| Required work |
Please reproduce the entries exactly, skipping each picture.

(Records from a collection)
%%

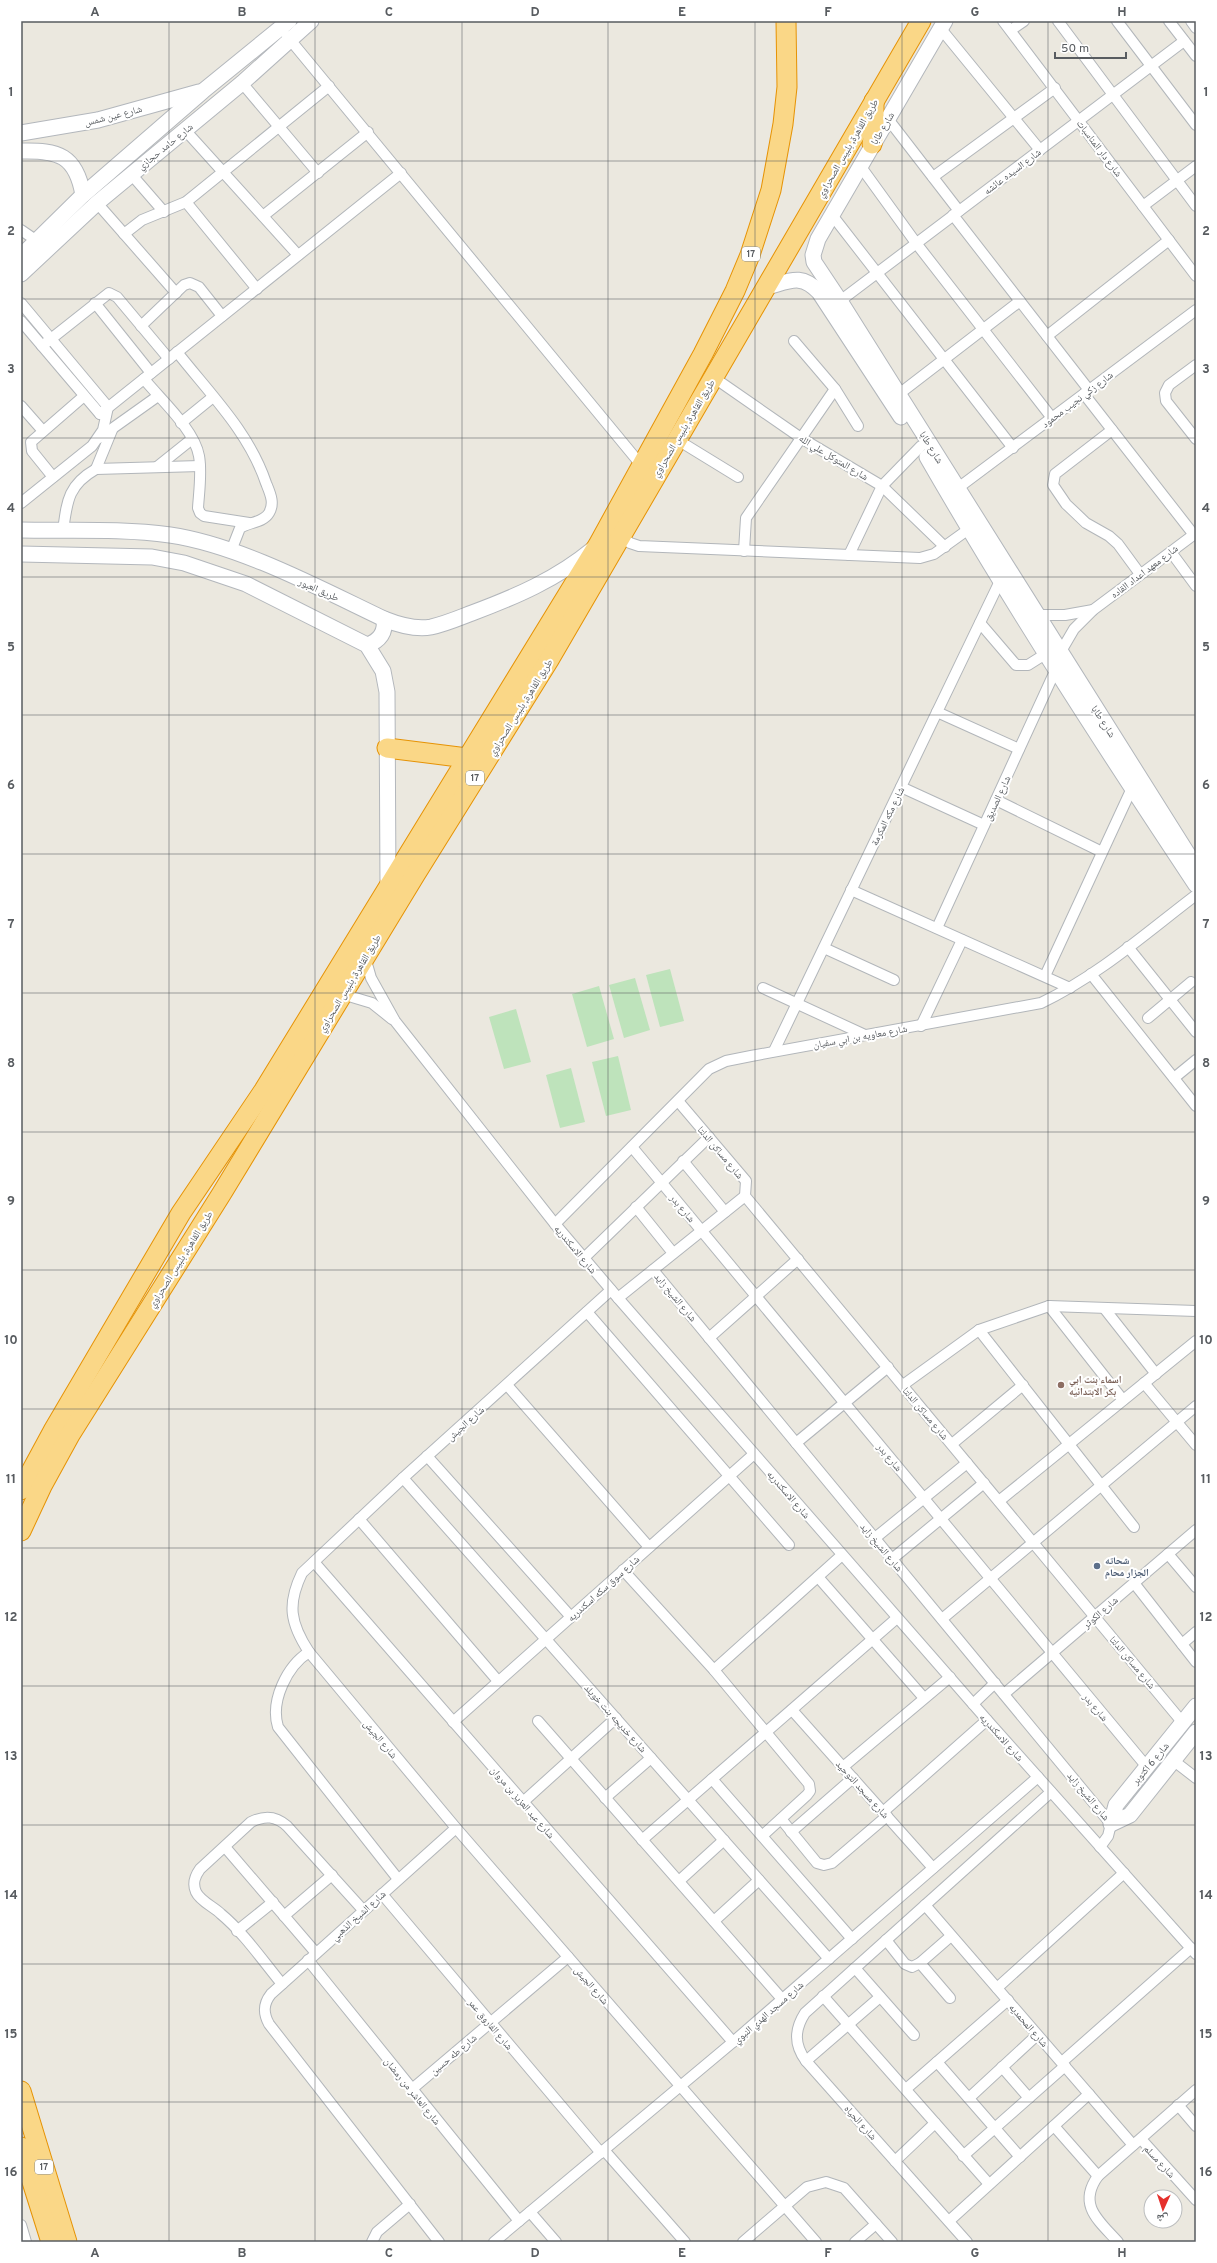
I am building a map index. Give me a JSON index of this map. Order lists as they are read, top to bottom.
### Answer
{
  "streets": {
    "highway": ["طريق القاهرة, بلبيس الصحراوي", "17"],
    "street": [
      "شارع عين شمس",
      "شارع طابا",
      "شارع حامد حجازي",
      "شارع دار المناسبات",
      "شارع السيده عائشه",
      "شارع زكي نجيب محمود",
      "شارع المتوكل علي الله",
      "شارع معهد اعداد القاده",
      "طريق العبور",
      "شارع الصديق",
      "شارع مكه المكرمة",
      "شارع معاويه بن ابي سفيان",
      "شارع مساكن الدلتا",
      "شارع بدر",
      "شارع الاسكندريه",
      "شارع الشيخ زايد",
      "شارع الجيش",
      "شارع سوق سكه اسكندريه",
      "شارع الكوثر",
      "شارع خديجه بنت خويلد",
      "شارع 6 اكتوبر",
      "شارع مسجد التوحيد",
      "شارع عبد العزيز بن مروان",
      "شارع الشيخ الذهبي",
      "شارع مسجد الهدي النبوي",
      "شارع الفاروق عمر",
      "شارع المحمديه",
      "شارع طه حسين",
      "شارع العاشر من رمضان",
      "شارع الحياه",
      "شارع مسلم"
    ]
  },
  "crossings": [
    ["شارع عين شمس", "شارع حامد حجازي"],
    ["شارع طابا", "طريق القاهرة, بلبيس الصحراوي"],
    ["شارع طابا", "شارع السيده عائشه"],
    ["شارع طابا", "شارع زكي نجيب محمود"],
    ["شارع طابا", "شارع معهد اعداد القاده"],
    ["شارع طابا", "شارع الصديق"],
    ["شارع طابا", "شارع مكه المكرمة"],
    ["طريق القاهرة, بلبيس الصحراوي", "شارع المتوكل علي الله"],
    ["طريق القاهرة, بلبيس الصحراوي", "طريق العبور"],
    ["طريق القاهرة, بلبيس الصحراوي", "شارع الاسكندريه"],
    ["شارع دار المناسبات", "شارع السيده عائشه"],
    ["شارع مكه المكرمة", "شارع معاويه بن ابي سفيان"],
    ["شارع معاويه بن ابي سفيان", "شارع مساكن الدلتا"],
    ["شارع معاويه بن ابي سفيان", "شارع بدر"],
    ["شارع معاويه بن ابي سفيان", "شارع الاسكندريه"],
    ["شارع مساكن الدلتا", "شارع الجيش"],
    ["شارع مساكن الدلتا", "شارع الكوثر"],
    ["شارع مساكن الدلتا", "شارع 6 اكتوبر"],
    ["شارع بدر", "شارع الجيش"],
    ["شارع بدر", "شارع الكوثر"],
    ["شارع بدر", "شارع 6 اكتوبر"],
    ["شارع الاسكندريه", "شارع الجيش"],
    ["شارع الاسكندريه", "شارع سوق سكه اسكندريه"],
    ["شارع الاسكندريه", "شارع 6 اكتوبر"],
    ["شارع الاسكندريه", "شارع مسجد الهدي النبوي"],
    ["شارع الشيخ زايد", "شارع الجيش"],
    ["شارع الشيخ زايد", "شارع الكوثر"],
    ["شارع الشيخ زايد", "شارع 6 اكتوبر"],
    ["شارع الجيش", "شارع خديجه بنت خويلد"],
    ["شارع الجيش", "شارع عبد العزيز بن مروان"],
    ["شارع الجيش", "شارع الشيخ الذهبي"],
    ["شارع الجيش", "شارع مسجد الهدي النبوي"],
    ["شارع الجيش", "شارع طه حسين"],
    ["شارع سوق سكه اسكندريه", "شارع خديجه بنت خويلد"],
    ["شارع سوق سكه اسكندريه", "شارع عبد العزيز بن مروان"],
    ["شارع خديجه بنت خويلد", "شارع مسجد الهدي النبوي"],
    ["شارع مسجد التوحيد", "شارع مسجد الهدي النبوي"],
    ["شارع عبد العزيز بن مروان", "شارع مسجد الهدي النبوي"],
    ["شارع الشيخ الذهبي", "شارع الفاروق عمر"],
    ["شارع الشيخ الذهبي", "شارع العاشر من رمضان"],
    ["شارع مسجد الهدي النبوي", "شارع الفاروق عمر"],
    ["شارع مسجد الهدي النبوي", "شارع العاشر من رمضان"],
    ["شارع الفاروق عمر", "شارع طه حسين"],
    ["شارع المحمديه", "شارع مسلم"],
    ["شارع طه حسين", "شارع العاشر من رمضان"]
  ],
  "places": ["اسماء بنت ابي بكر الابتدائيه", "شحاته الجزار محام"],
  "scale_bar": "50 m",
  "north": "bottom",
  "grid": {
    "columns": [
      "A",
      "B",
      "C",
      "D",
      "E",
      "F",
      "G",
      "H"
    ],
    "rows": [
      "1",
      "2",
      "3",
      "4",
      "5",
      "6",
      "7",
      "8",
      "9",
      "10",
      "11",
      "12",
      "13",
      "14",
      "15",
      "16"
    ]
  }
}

%%

| Exercise result |
I am building a map index. Give me a JSON index of this map. Order lists as they are read, top to bottom.
### Answer
{
  "streets": {
    "highway": ["طريق القاهرة, بلبيس الصحراوي", "17"],
    "street": [
      "شارع عين شمس",
      "شارع طابا",
      "شارع حامد حجازي",
      "شارع دار المناسبات",
      "شارع السيده عائشه",
      "شارع زكي نجيب محمود",
      "شارع المتوكل علي الله",
      "شارع معهد اعداد القاده",
      "طريق العبور",
      "شارع الصديق",
      "شارع مكه المكرمة",
      "شارع معاويه بن ابي سفيان",
      "شارع مساكن الدلتا",
      "شارع بدر",
      "شارع الاسكندريه",
      "شارع الشيخ زايد",
      "شارع الجيش",
      "شارع سوق سكه اسكندريه",
      "شارع الكوثر",
      "شارع خديجه بنت خويلد",
      "شارع 6 اكتوبر",
      "شارع مسجد التوحيد",
      "شارع عبد العزيز بن مروان",
      "شارع الشيخ الذهبي",
      "شارع مسجد الهدي النبوي",
      "شارع الفاروق عمر",
      "شارع المحمديه",
      "شارع طه حسين",
      "شارع العاشر من رمضان",
      "شارع الحياه",
      "شارع مسلم"
    ]
  },
  "crossings": [
    ["شارع عين شمس", "شارع حامد حجازي"],
    ["شارع طابا", "طريق القاهرة, بلبيس الصحراوي"],
    ["شارع طابا", "شارع السيده عائشه"],
    ["شارع طابا", "شارع زكي نجيب محمود"],
    ["شارع طابا", "شارع معهد اعداد القاده"],
    ["شارع طابا", "شارع الصديق"],
    ["شارع طابا", "شارع مكه المكرمة"],
    ["طريق القاهرة, بلبيس الصحراوي", "شارع المتوكل علي الله"],
    ["طريق القاهرة, بلبيس الصحراوي", "طريق العبور"],
    ["طريق القاهرة, بلبيس الصحراوي", "شارع الاسكندريه"],
    ["شارع دار المناسبات", "شارع السيده عائشه"],
    ["شارع مكه المكرمة", "شارع معاويه بن ابي سفيان"],
    ["شارع معاويه بن ابي سفيان", "شارع مساكن الدلتا"],
    ["شارع معاويه بن ابي سفيان", "شارع بدر"],
    ["شارع معاويه بن ابي سفيان", "شارع الاسكندريه"],
    ["شارع مساكن الدلتا", "شارع الجيش"],
    ["شارع مساكن الدلتا", "شارع الكوثر"],
    ["شارع مساكن الدلتا", "شارع 6 اكتوبر"],
    ["شارع بدر", "شارع الجيش"],
    ["شارع بدر", "شارع الكوثر"],
    ["شارع بدر", "شارع 6 اكتوبر"],
    ["شارع الاسكندريه", "شارع الجيش"],
    ["شارع الاسكندريه", "شارع سوق سكه اسكندريه"],
    ["شارع الاسكندريه", "شارع 6 اكتوبر"],
    ["شارع الاسكندريه", "شارع مسجد الهدي النبوي"],
    ["شارع الشيخ زايد", "شارع الجيش"],
    ["شارع الشيخ زايد", "شارع الكوثر"],
    ["شارع الشيخ زايد", "شارع 6 اكتوبر"],
    ["شارع الجيش", "شارع خديجه بنت خويلد"],
    ["شارع الجيش", "شارع عبد العزيز بن مروان"],
    ["شارع الجيش", "شارع الشيخ الذهبي"],
    ["شارع الجيش", "شارع مسجد الهدي النبوي"],
    ["شارع الجيش", "شارع طه حسين"],
    ["شارع سوق سكه اسكندريه", "شارع خديجه بنت خويلد"],
    ["شارع سوق سكه اسكندريه", "شارع عبد العزيز بن مروان"],
    ["شارع خديجه بنت خويلد", "شارع مسجد الهدي النبوي"],
    ["شارع مسجد التوحيد", "شارع مسجد الهدي النبوي"],
    ["شارع عبد العزيز بن مروان", "شارع مسجد الهدي النبوي"],
    ["شارع الشيخ الذهبي", "شارع الفاروق عمر"],
    ["شارع الشيخ الذهبي", "شارع العاشر من رمضان"],
    ["شارع مسجد الهدي النبوي", "شارع الفاروق عمر"],
    ["شارع مسجد الهدي النبوي", "شارع العاشر من رمضان"],
    ["شارع الفاروق عمر", "شارع طه حسين"],
    ["شارع المحمديه", "شارع مسلم"],
    ["شارع طه حسين", "شارع العاشر من رمضان"]
  ],
  "places": ["اسماء بنت ابي بكر الابتدائيه", "شحاته الجزار محام"],
  "scale_bar": "50 m",
  "north": "bottom",
  "grid": {
    "columns": [
      "A",
      "B",
      "C",
      "D",
      "E",
      "F",
      "G",
      "H"
    ],
    "rows": [
      "1",
      "2",
      "3",
      "4",
      "5",
      "6",
      "7",
      "8",
      "9",
      "10",
      "11",
      "12",
      "13",
      "14",
      "15",
      "16"
    ]
  }
}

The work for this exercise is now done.